## THE TASK
Which lines should be repeated? Exactly the one containing "Extract the structured" and every line after it through the end of the entries below.

Stored data
[Start of Attachment]

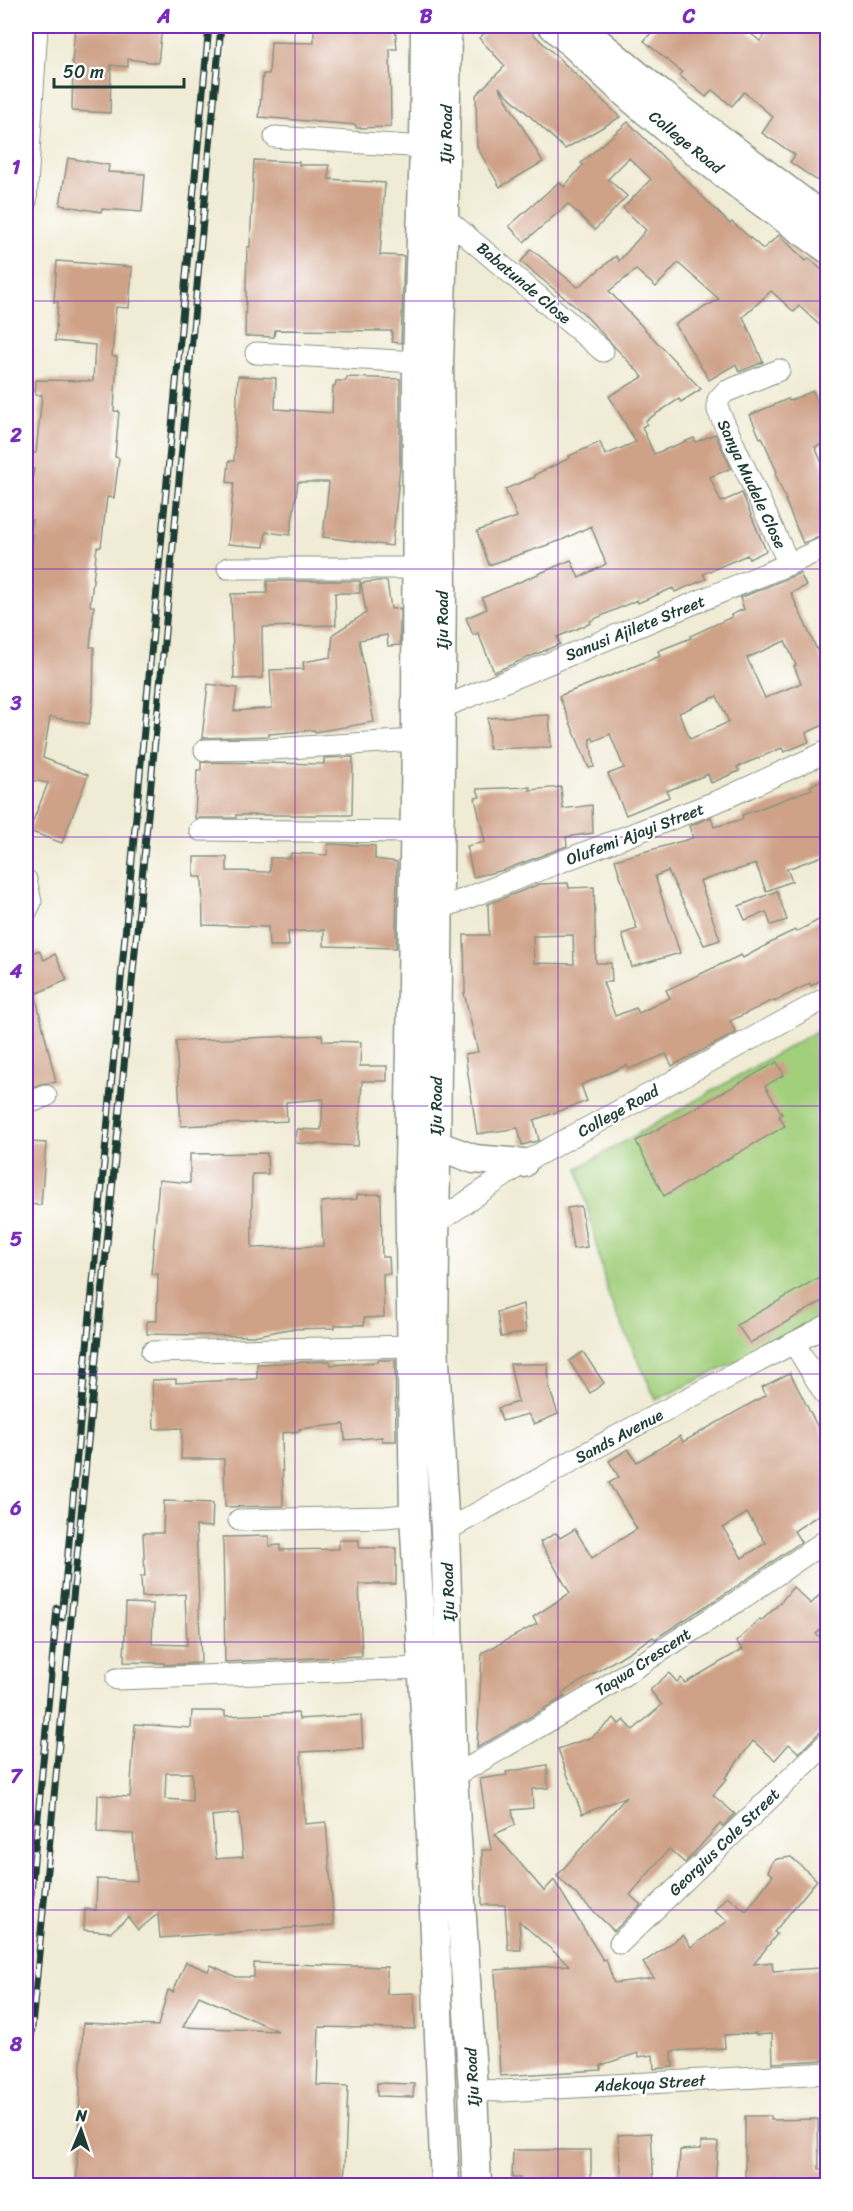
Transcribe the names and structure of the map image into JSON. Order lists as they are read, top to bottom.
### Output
{
  "streets": {
    "main road": ["Iju Road", "College Road"],
    "street": [
      "Babatunde Close",
      "Sanya Mudele Close",
      "Sanusi Ajilete Street",
      "Olufemi Ajayi Street",
      "Sands Avenue",
      "Taqwa Crescent",
      "Georgius Cole Street",
      "Adekoya Street"
    ]
  },
  "crossings": [
    ["Iju Road", "College Road"],
    ["Iju Road", "Babatunde Close"],
    ["Iju Road", "Sanusi Ajilete Street"],
    ["Iju Road", "Olufemi Ajayi Street"],
    ["Iju Road", "Sands Avenue"],
    ["Iju Road", "Taqwa Crescent"],
    ["Iju Road", "Adekoya Street"],
    ["Sanya Mudele Close", "Sanusi Ajilete Street"]
  ],
  "scale_bar": "50 m",
  "north": "top",
  "grid": {
    "columns": ["A", "B", "C"],
    "rows": [
      "1",
      "2",
      "3",
      "4",
      "5",
      "6",
      "7",
      "8"
    ]
  }
}
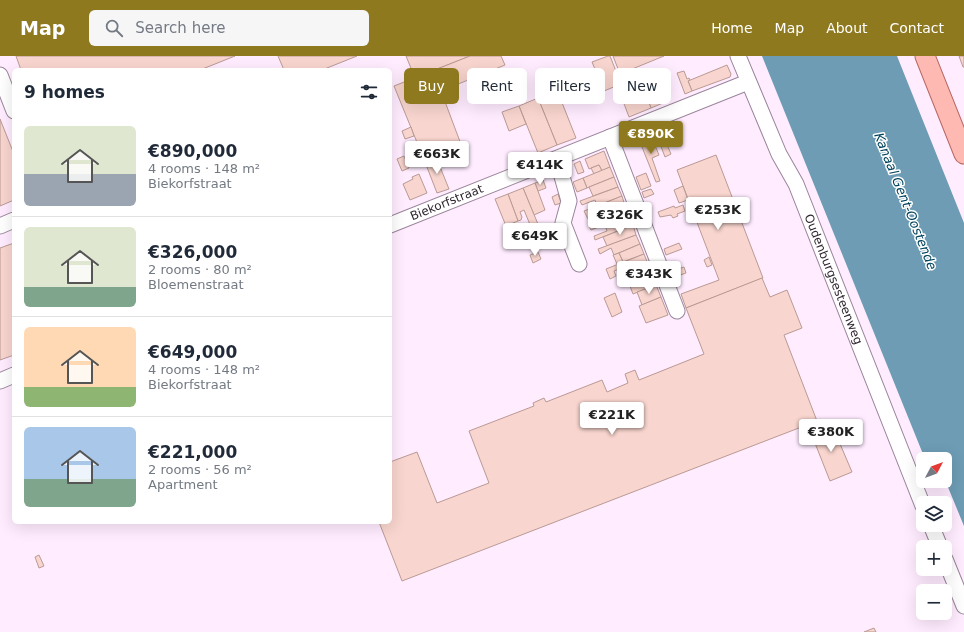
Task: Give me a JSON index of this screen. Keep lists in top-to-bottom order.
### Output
{
  "streets": {
    "street": ["Biekorfstraat", "Oudenburgsesteenweg"]
  },
  "crossings": [
    ["Biekorfstraat", "Oudenburgsesteenweg"]
  ],
  "water": ["Kanaal Gent-Oostende"],
  "north": "top right",
  "page": {
    "header": "Map",
    "search": "Search here",
    "nav": [
      "Home",
      "Map",
      "About",
      "Contact"
    ],
    "chip": [
      "Buy",
      "Rent",
      "Filters",
      "New"
    ],
    "heading": "9 homes",
    "list": [
      {
        "name": "€890,000",
        "note": "4 rooms · 148 m² · Biekorfstraat"
      },
      {
        "name": "€326,000",
        "note": "2 rooms · 80 m² · Bloemenstraat"
      },
      {
        "name": "€649,000",
        "note": "4 rooms · 148 m² · Biekorfstraat"
      },
      {
        "name": "€221,000",
        "note": "2 rooms · 56 m² · Apartment"
      }
    ],
    "price": [
      "€890K",
      "€663K",
      "€414K",
      "€253K",
      "€326K",
      "€649K",
      "€343K",
      "€221K",
      "€380K"
    ],
    "map_buttons": ["+", "−"]
  }
}
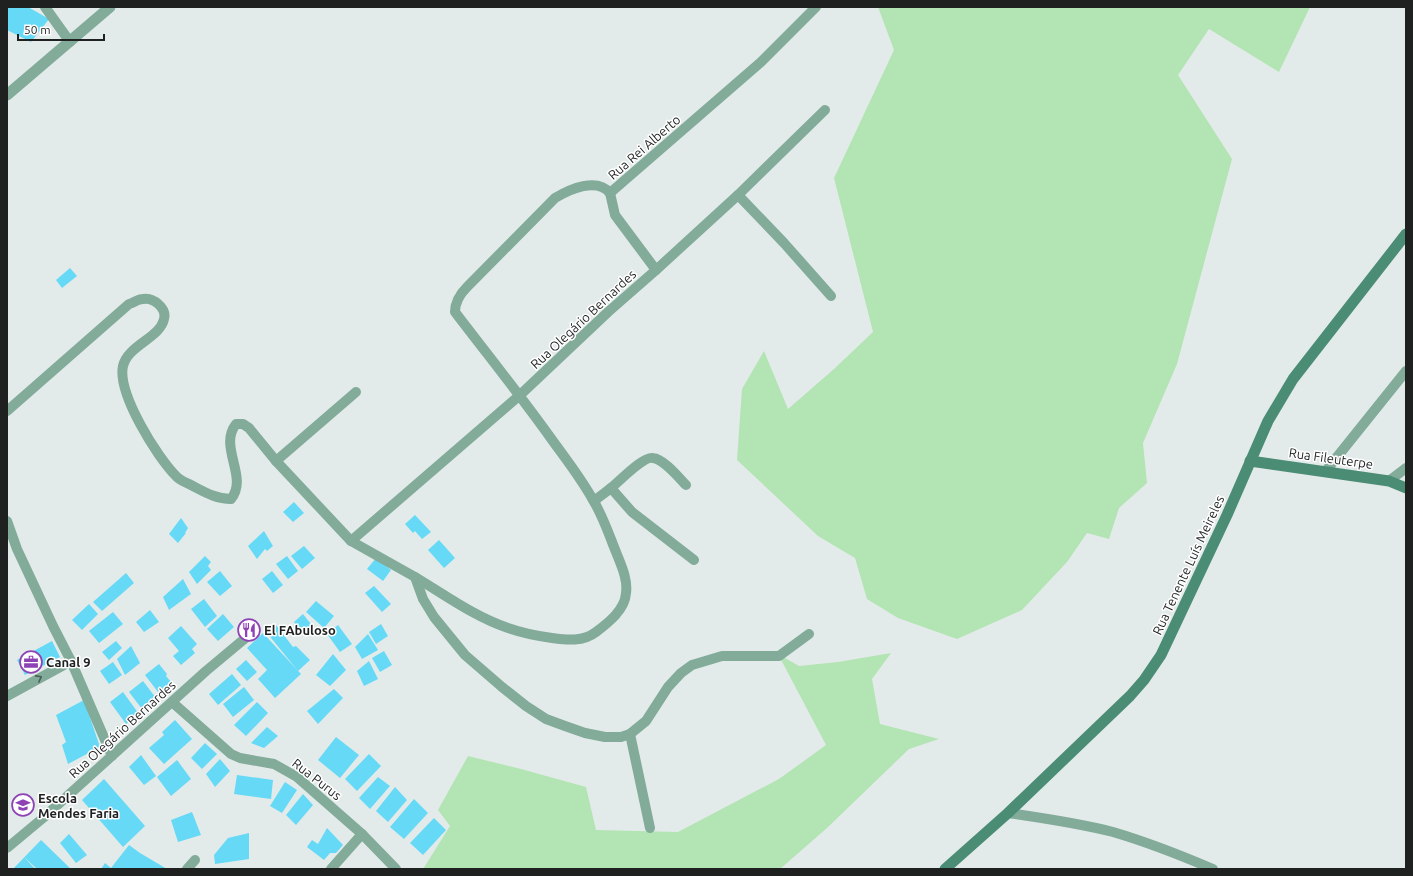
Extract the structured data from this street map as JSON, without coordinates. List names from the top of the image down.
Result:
{
  "streets": {
    "main road": ["Rua Fileuterpe", "Rua Tenente Luís Meireles"],
    "street": ["Rua Rei Alberto", "Rua Olegário Bernardes", "Rua Purus"]
  },
  "crossings": [
    ["Rua Rei Alberto", "Rua Olegário Bernardes"],
    ["Rua Olegário Bernardes", "Rua Purus"],
    ["Rua Fileuterpe", "Rua Tenente Luís Meireles"]
  ],
  "places": {
    "restaurant": ["El FAbuloso"],
    "office": ["Canal 9"],
    "school or university": ["Escola Mendes Faria"]
  },
  "scale_bar": "50 m"
}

[End of Attachment]

## COMPLETED EXERCISE
Extract the structured data from this street map as JSON, without coordinates. List names from the top of the image down.
Result:
{
  "streets": {
    "main road": ["Rua Fileuterpe", "Rua Tenente Luís Meireles"],
    "street": ["Rua Rei Alberto", "Rua Olegário Bernardes", "Rua Purus"]
  },
  "crossings": [
    ["Rua Rei Alberto", "Rua Olegário Bernardes"],
    ["Rua Olegário Bernardes", "Rua Purus"],
    ["Rua Fileuterpe", "Rua Tenente Luís Meireles"]
  ],
  "places": {
    "restaurant": ["El FAbuloso"],
    "office": ["Canal 9"],
    "school or university": ["Escola Mendes Faria"]
  },
  "scale_bar": "50 m"
}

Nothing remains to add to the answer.